(Entries taken from a collection)

= Beginning of Section =

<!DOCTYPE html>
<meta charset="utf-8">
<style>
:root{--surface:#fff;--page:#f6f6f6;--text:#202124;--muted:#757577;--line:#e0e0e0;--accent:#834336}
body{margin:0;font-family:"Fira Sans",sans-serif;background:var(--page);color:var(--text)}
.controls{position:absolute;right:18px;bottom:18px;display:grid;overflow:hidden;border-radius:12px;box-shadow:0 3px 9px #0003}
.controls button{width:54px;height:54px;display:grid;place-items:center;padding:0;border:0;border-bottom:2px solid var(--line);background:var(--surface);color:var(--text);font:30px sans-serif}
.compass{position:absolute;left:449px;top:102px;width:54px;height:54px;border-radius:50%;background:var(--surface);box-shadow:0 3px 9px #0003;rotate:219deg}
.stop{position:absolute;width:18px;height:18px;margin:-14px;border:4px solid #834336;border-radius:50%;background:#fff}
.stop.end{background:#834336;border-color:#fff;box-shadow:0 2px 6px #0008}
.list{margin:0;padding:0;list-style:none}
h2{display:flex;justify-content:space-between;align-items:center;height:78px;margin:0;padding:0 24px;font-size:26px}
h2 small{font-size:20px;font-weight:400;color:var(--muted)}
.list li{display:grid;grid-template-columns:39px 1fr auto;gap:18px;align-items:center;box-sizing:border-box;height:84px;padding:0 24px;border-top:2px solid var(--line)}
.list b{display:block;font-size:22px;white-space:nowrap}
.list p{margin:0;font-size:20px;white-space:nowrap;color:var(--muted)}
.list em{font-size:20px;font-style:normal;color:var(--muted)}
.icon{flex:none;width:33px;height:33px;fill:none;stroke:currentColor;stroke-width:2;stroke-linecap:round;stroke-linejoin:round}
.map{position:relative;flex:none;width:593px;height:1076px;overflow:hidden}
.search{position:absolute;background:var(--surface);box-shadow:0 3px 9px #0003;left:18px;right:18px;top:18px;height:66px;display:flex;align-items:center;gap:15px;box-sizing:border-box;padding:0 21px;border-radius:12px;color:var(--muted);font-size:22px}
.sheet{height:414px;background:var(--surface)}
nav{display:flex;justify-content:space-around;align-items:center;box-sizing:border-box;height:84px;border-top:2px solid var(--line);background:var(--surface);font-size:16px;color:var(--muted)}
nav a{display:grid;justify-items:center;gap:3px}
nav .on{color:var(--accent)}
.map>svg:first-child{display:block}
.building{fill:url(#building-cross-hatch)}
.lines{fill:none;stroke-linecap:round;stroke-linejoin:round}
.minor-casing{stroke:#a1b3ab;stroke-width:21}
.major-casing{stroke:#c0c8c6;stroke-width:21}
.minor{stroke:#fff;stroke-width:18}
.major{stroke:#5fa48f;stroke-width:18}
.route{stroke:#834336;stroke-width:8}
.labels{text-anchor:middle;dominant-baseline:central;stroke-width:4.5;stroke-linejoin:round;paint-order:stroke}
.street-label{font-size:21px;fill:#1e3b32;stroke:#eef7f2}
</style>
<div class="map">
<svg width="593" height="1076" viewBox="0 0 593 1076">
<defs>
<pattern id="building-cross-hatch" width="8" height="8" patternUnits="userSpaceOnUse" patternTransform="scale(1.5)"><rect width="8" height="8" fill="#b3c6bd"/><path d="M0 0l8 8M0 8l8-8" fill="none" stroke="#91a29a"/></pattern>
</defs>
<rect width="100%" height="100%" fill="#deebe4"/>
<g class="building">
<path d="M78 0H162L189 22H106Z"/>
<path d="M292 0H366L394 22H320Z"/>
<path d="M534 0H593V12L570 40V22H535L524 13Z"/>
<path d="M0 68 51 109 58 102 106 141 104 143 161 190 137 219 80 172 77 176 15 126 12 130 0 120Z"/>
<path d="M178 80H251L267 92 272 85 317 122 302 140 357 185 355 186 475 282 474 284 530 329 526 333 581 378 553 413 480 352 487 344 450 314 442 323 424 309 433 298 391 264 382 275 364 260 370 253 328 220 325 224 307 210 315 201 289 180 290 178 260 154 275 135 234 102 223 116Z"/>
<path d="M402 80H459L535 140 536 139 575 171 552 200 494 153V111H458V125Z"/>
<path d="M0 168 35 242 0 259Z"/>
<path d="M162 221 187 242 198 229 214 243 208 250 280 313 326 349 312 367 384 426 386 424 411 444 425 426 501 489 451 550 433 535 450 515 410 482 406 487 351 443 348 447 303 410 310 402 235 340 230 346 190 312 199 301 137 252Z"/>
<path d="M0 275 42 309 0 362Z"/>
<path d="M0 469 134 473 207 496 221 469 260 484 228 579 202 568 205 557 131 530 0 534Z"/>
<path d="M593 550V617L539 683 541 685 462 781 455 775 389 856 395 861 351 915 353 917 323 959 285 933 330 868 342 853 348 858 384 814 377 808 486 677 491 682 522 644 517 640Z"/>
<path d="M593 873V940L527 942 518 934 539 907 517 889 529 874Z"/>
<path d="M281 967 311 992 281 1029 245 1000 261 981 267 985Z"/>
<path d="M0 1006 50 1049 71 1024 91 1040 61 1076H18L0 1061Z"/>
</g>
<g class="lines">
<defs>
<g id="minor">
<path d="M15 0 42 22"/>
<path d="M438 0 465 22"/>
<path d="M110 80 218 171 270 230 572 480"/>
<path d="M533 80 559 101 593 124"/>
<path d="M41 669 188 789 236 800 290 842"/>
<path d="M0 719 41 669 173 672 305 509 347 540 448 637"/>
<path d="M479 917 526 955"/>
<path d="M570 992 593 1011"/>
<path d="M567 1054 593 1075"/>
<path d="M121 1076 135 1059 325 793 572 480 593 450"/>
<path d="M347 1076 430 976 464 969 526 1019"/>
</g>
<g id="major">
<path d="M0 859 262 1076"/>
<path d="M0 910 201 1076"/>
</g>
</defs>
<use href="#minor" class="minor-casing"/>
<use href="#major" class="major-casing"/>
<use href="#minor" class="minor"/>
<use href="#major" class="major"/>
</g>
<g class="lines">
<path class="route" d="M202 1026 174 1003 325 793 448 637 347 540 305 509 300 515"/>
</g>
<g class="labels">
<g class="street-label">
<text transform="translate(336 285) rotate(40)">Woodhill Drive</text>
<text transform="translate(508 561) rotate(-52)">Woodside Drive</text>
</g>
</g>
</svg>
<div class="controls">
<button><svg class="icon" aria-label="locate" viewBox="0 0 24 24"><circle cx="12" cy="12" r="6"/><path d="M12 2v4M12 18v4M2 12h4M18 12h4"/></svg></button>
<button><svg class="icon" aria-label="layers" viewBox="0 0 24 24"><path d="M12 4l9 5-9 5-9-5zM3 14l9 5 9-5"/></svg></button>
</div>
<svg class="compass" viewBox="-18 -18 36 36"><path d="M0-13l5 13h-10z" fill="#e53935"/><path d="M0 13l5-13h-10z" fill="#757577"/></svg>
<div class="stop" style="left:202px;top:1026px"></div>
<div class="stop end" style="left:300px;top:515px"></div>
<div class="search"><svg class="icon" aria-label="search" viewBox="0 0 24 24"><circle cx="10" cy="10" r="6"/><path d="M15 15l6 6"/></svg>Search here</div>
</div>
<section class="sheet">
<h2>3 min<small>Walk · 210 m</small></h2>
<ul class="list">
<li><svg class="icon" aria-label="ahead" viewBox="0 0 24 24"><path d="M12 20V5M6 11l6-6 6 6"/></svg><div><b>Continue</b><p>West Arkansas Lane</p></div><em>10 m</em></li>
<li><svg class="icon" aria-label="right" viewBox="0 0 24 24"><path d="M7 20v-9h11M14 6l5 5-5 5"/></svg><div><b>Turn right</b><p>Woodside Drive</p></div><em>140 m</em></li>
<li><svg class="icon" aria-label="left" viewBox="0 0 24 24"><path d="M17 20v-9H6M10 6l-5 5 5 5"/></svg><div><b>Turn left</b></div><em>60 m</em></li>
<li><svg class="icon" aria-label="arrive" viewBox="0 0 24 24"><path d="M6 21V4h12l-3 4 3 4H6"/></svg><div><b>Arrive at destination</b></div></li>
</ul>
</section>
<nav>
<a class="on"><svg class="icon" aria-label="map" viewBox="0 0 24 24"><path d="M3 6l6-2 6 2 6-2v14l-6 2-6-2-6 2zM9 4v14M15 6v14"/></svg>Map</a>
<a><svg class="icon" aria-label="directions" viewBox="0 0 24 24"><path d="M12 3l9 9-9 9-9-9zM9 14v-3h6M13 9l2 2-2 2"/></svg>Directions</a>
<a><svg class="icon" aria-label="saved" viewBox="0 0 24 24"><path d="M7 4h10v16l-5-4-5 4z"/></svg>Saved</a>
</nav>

= End of Section =

## Aim of the task
Going through the data above, return each line with the word "nowrap".

## Expected output
.list b{display:block;font-size:22px;white-space:nowrap}
.list p{margin:0;font-size:20px;white-space:nowrap;color:var(--muted)}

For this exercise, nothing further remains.